Tuesday, April 27, 2010

The Bravest Thing You'll Ever Do

Brene Brown says, and this is not an exact quote, "accepting your story and loving yourself in the process is the bravest thing you'll ever do."

I would say that it may be the only work we ever will do that actually means anything. I'm discovering more and more as a chaplain that my ability to empathize and sit with the story of someone else, as difficult as that might be, is directly correlated to my own ability in any given moment to sit in my own story. Not only sit in my own story but to LOVE it. Really embrace it with a burning fervent love.

The problem of course is that we are too often running from our story or at least hiding from our story. There is always something in our story that makes us defective somehow. Less than. But less than what? Loving who we really are is a process and it sounds so simple, and it is in a way. The difficulty comes in really accepting that our story is already exactly all it needs to be. There doesn't need to be any embellishment or hyperbole. It just is what it is and I am called to just love it.
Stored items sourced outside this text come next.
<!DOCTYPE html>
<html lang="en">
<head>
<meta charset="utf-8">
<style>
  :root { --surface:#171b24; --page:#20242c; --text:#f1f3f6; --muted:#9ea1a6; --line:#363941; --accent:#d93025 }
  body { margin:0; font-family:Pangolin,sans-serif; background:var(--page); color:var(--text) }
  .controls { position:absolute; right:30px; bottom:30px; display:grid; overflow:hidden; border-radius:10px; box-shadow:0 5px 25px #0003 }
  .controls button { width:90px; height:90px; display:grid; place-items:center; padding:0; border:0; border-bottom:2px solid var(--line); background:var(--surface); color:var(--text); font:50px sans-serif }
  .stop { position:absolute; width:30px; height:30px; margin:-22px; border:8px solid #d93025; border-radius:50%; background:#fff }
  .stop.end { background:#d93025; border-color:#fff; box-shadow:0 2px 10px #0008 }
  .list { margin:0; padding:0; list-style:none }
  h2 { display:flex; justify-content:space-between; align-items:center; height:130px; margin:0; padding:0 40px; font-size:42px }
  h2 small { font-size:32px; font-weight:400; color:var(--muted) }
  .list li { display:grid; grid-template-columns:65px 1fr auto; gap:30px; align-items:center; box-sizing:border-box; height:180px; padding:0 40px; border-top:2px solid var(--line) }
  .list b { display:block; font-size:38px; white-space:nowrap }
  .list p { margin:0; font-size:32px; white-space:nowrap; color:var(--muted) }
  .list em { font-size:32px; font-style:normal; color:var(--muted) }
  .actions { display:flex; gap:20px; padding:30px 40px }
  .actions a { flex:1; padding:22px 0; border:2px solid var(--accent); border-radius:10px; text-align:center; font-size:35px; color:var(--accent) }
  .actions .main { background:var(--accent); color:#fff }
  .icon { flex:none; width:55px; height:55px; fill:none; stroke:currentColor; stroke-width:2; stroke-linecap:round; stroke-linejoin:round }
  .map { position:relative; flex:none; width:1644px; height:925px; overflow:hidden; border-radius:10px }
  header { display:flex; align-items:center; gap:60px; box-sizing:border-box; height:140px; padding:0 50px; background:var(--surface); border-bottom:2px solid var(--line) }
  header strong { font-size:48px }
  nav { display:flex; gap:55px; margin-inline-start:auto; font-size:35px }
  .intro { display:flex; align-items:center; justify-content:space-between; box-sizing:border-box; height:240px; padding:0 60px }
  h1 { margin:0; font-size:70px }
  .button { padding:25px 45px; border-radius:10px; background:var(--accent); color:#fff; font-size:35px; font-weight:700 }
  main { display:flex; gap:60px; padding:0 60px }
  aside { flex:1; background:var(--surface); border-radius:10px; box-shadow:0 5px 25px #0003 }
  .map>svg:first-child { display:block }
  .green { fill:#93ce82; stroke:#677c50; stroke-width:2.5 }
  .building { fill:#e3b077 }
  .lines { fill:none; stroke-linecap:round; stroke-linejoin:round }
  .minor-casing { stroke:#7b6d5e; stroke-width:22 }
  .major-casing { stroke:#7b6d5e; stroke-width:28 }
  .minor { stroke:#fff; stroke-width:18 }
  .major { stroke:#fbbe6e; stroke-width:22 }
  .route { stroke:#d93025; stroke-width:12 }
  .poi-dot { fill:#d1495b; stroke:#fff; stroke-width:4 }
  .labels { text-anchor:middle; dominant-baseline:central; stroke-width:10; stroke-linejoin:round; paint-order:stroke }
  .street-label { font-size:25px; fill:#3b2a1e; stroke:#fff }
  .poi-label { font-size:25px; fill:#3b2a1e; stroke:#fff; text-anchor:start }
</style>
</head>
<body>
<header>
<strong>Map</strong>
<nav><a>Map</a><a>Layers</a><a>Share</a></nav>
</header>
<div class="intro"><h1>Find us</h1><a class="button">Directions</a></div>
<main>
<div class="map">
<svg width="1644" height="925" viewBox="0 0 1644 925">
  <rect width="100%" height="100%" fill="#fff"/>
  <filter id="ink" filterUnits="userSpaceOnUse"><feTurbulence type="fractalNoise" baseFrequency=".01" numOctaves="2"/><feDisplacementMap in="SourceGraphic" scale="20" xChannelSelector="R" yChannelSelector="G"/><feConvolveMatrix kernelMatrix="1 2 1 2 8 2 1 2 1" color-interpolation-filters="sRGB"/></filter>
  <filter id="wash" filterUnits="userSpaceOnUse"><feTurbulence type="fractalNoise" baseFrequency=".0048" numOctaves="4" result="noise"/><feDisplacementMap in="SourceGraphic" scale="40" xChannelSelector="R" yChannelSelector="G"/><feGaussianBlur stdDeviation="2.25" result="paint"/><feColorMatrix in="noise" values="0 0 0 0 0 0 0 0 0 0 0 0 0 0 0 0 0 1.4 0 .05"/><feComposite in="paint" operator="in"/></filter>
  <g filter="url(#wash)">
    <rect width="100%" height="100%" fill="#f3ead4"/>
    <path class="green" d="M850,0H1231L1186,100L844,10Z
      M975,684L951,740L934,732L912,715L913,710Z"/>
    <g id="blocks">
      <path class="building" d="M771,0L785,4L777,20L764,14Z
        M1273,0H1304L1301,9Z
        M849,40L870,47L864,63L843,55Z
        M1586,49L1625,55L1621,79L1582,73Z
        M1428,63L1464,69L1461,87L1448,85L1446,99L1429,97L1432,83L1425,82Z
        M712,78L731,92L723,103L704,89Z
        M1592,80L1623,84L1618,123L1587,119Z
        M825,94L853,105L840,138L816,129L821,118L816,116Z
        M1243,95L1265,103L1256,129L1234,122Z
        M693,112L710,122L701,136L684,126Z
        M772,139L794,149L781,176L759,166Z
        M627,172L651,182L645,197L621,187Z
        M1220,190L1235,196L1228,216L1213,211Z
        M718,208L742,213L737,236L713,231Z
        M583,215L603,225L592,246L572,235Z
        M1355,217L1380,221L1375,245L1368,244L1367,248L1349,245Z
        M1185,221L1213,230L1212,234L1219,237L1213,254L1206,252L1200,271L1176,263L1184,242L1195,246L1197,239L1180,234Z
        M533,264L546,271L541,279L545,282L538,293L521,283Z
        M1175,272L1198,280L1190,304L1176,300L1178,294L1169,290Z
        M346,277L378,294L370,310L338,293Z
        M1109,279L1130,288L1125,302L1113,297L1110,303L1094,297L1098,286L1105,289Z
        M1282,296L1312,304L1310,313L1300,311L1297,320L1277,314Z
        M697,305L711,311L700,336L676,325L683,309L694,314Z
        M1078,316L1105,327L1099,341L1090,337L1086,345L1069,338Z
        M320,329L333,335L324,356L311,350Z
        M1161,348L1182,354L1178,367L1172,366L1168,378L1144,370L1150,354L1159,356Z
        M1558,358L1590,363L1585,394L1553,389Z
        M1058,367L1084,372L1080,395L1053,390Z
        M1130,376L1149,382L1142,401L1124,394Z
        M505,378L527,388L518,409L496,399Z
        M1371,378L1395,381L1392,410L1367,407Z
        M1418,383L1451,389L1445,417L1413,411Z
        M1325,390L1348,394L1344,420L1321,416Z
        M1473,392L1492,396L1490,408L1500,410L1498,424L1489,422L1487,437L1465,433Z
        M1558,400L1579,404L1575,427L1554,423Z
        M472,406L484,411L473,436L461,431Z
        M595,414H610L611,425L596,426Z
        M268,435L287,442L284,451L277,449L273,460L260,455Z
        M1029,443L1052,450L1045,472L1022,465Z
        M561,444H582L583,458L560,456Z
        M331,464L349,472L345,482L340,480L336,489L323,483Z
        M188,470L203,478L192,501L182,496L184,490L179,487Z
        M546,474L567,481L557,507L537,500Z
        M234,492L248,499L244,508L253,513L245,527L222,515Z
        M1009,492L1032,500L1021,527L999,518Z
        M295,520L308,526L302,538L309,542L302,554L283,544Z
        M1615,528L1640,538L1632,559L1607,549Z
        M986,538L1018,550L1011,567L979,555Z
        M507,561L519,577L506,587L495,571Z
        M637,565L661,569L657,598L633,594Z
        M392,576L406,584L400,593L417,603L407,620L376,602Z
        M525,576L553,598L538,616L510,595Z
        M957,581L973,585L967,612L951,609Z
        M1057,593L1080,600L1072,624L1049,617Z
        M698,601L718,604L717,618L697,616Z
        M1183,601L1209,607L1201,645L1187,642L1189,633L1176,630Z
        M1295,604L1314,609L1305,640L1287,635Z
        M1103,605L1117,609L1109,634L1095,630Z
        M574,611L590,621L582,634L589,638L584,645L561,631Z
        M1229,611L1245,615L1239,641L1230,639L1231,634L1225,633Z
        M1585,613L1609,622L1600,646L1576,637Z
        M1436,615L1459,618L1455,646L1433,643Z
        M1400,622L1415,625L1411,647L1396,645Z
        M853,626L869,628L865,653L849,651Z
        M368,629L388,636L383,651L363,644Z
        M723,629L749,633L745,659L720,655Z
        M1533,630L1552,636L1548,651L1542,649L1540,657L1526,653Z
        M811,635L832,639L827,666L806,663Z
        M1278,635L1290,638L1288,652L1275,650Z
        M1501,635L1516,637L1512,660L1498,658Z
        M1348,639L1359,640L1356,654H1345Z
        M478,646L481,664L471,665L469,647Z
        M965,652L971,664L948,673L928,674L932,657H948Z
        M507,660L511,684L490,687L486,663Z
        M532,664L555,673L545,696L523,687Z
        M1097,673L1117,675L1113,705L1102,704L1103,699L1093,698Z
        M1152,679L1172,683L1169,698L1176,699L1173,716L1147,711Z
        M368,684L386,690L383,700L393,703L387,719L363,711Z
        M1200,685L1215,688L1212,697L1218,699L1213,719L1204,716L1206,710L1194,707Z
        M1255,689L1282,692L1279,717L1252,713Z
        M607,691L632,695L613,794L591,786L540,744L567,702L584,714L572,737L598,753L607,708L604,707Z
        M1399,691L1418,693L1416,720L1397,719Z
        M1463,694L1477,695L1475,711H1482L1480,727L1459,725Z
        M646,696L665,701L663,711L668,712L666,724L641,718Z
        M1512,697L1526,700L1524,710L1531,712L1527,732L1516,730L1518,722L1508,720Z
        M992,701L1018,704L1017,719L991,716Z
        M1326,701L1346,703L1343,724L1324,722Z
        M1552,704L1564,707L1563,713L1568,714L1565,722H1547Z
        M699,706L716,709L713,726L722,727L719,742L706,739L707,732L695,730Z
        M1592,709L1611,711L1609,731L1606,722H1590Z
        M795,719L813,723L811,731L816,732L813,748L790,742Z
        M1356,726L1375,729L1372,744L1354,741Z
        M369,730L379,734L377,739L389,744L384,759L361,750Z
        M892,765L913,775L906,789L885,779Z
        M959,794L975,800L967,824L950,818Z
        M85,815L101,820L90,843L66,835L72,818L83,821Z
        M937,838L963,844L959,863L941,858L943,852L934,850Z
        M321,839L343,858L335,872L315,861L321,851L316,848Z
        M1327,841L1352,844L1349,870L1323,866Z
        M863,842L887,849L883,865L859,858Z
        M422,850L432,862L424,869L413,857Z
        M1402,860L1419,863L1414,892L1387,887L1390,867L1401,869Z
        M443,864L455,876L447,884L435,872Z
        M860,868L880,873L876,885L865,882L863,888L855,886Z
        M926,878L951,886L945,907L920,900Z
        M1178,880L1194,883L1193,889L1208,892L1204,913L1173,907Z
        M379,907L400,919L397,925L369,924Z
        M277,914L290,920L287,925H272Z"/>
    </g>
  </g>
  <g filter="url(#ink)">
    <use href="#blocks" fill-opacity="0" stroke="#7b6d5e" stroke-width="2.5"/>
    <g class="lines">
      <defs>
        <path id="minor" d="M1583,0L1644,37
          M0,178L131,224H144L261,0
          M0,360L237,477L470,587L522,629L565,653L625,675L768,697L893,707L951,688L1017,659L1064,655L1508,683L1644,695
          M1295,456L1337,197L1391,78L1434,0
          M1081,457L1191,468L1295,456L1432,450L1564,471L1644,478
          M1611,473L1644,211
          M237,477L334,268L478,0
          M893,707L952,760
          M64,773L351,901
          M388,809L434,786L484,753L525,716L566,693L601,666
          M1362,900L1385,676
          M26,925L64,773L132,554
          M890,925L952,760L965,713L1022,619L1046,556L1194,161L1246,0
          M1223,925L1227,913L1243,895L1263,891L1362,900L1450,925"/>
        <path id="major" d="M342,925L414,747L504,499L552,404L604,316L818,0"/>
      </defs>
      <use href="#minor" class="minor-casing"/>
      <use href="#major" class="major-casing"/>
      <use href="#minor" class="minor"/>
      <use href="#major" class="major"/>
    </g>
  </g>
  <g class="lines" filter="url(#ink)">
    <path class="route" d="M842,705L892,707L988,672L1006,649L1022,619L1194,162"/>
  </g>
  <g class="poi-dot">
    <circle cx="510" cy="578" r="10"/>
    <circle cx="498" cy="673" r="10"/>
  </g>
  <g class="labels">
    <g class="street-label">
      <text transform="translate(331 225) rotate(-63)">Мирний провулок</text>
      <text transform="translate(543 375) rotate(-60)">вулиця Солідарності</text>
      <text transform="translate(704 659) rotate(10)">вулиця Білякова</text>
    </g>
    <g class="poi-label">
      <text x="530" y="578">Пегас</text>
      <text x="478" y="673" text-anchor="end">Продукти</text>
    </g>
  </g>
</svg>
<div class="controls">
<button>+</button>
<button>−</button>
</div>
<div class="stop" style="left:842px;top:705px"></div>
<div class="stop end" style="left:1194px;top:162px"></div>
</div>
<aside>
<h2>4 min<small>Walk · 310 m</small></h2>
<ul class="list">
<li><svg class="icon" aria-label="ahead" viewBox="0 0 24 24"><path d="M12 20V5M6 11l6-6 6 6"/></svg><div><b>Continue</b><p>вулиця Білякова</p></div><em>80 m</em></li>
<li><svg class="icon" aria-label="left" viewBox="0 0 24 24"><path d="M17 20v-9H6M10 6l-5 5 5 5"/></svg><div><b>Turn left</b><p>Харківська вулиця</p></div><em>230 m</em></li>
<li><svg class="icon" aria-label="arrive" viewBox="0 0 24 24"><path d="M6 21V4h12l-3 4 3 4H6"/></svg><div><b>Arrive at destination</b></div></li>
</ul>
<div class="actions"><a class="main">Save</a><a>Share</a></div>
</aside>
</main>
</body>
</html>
Why do we have to be brave to enter this process of accepting and loving our story? Why is this work so dangerous? Because, in the end, and even now, it is all we really own. Nothing else is ours. Money comes and goes, possessions too, even loved ones in perfect relationship (whatever that is) can't escape departing each others presence in death. We can't even claim our own bodies as ours. Our bodies change and decay toward simple organic material daily. No, all we have is our ability to accept and love our story. To accept life simply as it is. One must be brave if that one thing we have is deemed defective.

Our problem is that we try so hard to be perfect to cover up our perceived defectiveness. The reality is that what really makes us defective relationally is that we are unable or unwilling to accept the perfection of our own story and love it. Purely and simply loving it.

Joko Beck says that seeing and accepting simply "life as it is" is the heart of spiritual practice. With my life turning around me in ways I did not see even two weeks ago, I agree.